Set down the lines below exactly as they stand, please. Go from the first through the one containing "height:8px; margin:-4px; padding:0".

:: DATA FOR PROCESSING

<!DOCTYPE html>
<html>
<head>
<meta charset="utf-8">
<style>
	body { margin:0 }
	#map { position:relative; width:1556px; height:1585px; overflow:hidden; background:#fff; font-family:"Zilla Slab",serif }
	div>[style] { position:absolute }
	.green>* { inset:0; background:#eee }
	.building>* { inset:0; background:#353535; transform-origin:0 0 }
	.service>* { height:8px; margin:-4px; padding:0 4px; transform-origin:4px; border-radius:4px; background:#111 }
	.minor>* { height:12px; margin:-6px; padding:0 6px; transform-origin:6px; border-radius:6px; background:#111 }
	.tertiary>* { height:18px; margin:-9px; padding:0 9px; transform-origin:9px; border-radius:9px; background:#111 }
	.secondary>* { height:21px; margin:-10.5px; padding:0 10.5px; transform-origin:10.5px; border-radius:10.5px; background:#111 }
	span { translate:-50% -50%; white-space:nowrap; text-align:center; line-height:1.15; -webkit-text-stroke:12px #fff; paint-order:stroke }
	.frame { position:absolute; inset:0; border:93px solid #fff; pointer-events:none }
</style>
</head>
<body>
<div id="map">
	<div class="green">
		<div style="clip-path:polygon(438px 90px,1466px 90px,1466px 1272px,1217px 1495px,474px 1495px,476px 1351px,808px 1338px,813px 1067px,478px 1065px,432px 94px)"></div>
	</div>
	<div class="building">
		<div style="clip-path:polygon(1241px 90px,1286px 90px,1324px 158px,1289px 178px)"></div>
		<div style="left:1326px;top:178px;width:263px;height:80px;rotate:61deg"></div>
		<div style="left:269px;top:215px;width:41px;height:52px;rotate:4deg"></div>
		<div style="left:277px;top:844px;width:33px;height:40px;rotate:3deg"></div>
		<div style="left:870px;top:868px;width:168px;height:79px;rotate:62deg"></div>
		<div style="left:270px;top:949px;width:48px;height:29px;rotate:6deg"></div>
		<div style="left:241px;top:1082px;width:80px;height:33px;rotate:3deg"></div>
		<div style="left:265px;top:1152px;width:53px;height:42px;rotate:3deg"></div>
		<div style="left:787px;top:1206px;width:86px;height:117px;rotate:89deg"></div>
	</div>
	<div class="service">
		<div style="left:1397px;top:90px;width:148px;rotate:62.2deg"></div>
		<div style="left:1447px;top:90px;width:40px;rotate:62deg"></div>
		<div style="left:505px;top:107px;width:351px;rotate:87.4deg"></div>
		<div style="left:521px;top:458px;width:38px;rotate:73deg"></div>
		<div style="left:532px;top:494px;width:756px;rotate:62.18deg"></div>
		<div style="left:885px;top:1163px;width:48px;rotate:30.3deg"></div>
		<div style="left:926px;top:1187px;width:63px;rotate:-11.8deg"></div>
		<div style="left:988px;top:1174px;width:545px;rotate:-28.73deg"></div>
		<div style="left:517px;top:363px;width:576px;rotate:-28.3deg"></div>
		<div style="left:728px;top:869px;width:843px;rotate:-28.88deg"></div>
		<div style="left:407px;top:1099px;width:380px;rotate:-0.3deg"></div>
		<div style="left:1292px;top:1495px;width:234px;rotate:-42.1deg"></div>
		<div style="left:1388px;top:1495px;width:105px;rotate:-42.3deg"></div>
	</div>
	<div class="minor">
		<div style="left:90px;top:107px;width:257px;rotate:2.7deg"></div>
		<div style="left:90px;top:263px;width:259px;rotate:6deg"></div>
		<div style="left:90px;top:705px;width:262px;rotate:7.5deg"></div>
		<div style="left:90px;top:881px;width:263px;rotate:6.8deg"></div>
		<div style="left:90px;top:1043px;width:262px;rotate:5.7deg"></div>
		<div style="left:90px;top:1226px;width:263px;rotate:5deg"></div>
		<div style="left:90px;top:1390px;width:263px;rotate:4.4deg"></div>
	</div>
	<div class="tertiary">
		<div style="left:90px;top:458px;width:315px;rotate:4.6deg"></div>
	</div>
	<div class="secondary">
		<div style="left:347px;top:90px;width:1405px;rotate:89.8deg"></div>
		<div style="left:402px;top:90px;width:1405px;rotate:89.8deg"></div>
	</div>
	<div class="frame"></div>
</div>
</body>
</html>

::::

ANSWER SECTION –
<!DOCTYPE html>
<html>
<head>
<meta charset="utf-8">
<style>
	body { margin:0 }
	#map { position:relative; width:1556px; height:1585px; overflow:hidden; background:#fff; font-family:"Zilla Slab",serif }
	div>[style] { position:absolute }
	.green>* { inset:0; background:#eee }
	.building>* { inset:0; background:#353535; transform-origin:0 0 }
	.service>* { height:8px; margin:-4px; padding:0 4px; transform-origin:4px; border-radius:4px; background:#111 }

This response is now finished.